Brief. Every line of the material below needs to be written out exactly, please.

Recorded information.
━━━━━━

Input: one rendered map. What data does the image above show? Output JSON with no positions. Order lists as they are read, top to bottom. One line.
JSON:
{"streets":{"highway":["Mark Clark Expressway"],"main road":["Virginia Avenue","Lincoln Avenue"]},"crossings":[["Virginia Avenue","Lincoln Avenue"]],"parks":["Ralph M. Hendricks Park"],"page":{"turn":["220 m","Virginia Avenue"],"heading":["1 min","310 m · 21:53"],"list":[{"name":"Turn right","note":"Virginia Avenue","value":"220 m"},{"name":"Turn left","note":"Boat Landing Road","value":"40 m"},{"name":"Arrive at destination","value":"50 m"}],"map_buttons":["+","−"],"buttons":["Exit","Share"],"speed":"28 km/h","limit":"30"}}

━━━━━━

Solution to this task.
Input: one rendered map. What data does the image above show? Output JSON with no positions. Order lists as they are read, top to bottom. One line.
JSON:
{"streets":{"highway":["Mark Clark Expressway"],"main road":["Virginia Avenue","Lincoln Avenue"]},"crossings":[["Virginia Avenue","Lincoln Avenue"]],"parks":["Ralph M. Hendricks Park"],"page":{"turn":["220 m","Virginia Avenue"],"heading":["1 min","310 m · 21:53"],"list":[{"name":"Turn right","note":"Virginia Avenue","value":"220 m"},{"name":"Turn left","note":"Boat Landing Road","value":"40 m"},{"name":"Arrive at destination","value":"50 m"}],"map_buttons":["+","−"],"buttons":["Exit","Share"],"speed":"28 km/h","limit":"30"}}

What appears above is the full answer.